#### GIVEN ENTRIES:
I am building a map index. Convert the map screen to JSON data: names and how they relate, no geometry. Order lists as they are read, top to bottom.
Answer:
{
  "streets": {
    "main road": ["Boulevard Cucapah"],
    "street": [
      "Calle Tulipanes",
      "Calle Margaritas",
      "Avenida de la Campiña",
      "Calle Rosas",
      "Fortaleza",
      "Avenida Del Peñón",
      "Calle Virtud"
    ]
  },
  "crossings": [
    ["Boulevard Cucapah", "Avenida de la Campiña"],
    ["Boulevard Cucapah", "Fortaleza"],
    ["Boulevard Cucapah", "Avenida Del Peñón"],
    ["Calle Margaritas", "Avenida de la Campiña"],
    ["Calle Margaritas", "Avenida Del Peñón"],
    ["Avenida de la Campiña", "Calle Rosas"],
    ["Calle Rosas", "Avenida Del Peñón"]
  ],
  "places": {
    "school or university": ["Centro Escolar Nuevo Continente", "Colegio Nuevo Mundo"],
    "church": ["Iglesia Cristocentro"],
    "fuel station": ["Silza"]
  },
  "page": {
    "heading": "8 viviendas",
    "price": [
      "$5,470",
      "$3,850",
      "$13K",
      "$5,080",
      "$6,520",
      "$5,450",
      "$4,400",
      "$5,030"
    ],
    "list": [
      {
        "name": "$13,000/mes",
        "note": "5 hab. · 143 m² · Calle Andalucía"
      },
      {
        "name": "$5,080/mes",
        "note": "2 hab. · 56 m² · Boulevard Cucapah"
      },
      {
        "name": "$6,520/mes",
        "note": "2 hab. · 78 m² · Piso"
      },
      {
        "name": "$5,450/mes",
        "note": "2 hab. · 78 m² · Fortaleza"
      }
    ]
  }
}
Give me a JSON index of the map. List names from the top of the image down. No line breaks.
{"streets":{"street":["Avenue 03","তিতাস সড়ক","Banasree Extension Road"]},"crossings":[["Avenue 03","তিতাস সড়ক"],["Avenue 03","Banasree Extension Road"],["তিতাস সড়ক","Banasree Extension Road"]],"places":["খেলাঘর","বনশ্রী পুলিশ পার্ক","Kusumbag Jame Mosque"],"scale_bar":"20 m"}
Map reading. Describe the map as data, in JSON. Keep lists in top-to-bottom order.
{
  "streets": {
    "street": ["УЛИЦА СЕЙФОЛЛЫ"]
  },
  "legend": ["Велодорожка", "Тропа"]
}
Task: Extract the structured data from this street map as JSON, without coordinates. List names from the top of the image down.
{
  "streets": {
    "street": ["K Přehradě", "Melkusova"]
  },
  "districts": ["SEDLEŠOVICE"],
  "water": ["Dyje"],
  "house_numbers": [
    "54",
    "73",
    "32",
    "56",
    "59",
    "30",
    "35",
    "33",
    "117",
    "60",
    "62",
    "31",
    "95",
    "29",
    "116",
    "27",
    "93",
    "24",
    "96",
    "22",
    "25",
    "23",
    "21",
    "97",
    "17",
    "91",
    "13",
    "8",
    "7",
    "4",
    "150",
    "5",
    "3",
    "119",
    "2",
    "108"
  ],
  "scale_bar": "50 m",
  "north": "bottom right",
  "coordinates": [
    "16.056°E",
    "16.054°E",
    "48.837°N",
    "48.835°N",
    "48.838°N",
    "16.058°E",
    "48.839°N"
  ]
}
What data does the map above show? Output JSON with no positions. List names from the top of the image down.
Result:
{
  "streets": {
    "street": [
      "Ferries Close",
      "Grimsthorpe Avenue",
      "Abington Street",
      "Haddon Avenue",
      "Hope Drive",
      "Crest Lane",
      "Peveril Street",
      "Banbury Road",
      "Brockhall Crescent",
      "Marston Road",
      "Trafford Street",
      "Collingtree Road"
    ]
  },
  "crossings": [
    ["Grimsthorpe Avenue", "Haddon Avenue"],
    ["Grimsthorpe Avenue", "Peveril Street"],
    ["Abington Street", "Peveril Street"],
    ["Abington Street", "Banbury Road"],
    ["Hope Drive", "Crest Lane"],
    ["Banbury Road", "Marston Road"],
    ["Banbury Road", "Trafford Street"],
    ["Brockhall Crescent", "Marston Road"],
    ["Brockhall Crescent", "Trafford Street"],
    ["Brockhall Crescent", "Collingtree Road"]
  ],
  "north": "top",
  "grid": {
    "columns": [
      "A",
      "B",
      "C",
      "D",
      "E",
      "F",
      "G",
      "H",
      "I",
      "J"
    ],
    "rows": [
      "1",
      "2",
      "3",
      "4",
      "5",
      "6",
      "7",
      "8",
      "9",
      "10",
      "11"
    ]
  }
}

#### WORK INSTRUCTION:
After reading through the records, retype all of them exactly.

#### EXPECTED ANSWER:
I am building a map index. Convert the map screen to JSON data: names and how they relate, no geometry. Order lists as they are read, top to bottom.
Answer:
{
  "streets": {
    "main road": ["Boulevard Cucapah"],
    "street": [
      "Calle Tulipanes",
      "Calle Margaritas",
      "Avenida de la Campiña",
      "Calle Rosas",
      "Fortaleza",
      "Avenida Del Peñón",
      "Calle Virtud"
    ]
  },
  "crossings": [
    ["Boulevard Cucapah", "Avenida de la Campiña"],
    ["Boulevard Cucapah", "Fortaleza"],
    ["Boulevard Cucapah", "Avenida Del Peñón"],
    ["Calle Margaritas", "Avenida de la Campiña"],
    ["Calle Margaritas", "Avenida Del Peñón"],
    ["Avenida de la Campiña", "Calle Rosas"],
    ["Calle Rosas", "Avenida Del Peñón"]
  ],
  "places": {
    "school or university": ["Centro Escolar Nuevo Continente", "Colegio Nuevo Mundo"],
    "church": ["Iglesia Cristocentro"],
    "fuel station": ["Silza"]
  },
  "page": {
    "heading": "8 viviendas",
    "price": [
      "$5,470",
      "$3,850",
      "$13K",
      "$5,080",
      "$6,520",
      "$5,450",
      "$4,400",
      "$5,030"
    ],
    "list": [
      {
        "name": "$13,000/mes",
        "note": "5 hab. · 143 m² · Calle Andalucía"
      },
      {
        "name": "$5,080/mes",
        "note": "2 hab. · 56 m² · Boulevard Cucapah"
      },
      {
        "name": "$6,520/mes",
        "note": "2 hab. · 78 m² · Piso"
      },
      {
        "name": "$5,450/mes",
        "note": "2 hab. · 78 m² · Fortaleza"
      }
    ]
  }
}
Give me a JSON index of the map. List names from the top of the image down. No line breaks.
{"streets":{"street":["Avenue 03","তিতাস সড়ক","Banasree Extension Road"]},"crossings":[["Avenue 03","তিতাস সড়ক"],["Avenue 03","Banasree Extension Road"],["তিতাস সড়ক","Banasree Extension Road"]],"places":["খেলাঘর","বনশ্রী পুলিশ পার্ক","Kusumbag Jame Mosque"],"scale_bar":"20 m"}
Map reading. Describe the map as data, in JSON. Keep lists in top-to-bottom order.
{
  "streets": {
    "street": ["УЛИЦА СЕЙФОЛЛЫ"]
  },
  "legend": ["Велодорожка", "Тропа"]
}
Task: Extract the structured data from this street map as JSON, without coordinates. List names from the top of the image down.
{
  "streets": {
    "street": ["K Přehradě", "Melkusova"]
  },
  "districts": ["SEDLEŠOVICE"],
  "water": ["Dyje"],
  "house_numbers": [
    "54",
    "73",
    "32",
    "56",
    "59",
    "30",
    "35",
    "33",
    "117",
    "60",
    "62",
    "31",
    "95",
    "29",
    "116",
    "27",
    "93",
    "24",
    "96",
    "22",
    "25",
    "23",
    "21",
    "97",
    "17",
    "91",
    "13",
    "8",
    "7",
    "4",
    "150",
    "5",
    "3",
    "119",
    "2",
    "108"
  ],
  "scale_bar": "50 m",
  "north": "bottom right",
  "coordinates": [
    "16.056°E",
    "16.054°E",
    "48.837°N",
    "48.835°N",
    "48.838°N",
    "16.058°E",
    "48.839°N"
  ]
}
What data does the map above show? Output JSON with no positions. List names from the top of the image down.
Result:
{
  "streets": {
    "street": [
      "Ferries Close",
      "Grimsthorpe Avenue",
      "Abington Street",
      "Haddon Avenue",
      "Hope Drive",
      "Crest Lane",
      "Peveril Street",
      "Banbury Road",
      "Brockhall Crescent",
      "Marston Road",
      "Trafford Street",
      "Collingtree Road"
    ]
  },
  "crossings": [
    ["Grimsthorpe Avenue", "Haddon Avenue"],
    ["Grimsthorpe Avenue", "Peveril Street"],
    ["Abington Street", "Peveril Street"],
    ["Abington Street", "Banbury Road"],
    ["Hope Drive", "Crest Lane"],
    ["Banbury Road", "Marston Road"],
    ["Banbury Road", "Trafford Street"],
    ["Brockhall Crescent", "Marston Road"],
    ["Brockhall Crescent", "Trafford Street"],
    ["Brockhall Crescent", "Collingtree Road"]
  ],
  "north": "top",
  "grid": {
    "columns": [
      "A",
      "B",
      "C",
      "D",
      "E",
      "F",
      "G",
      "H",
      "I",
      "J"
    ],
    "rows": [
      "1",
      "2",
      "3",
      "4",
      "5",
      "6",
      "7",
      "8",
      "9",
      "10",
      "11"
    ]
  }
}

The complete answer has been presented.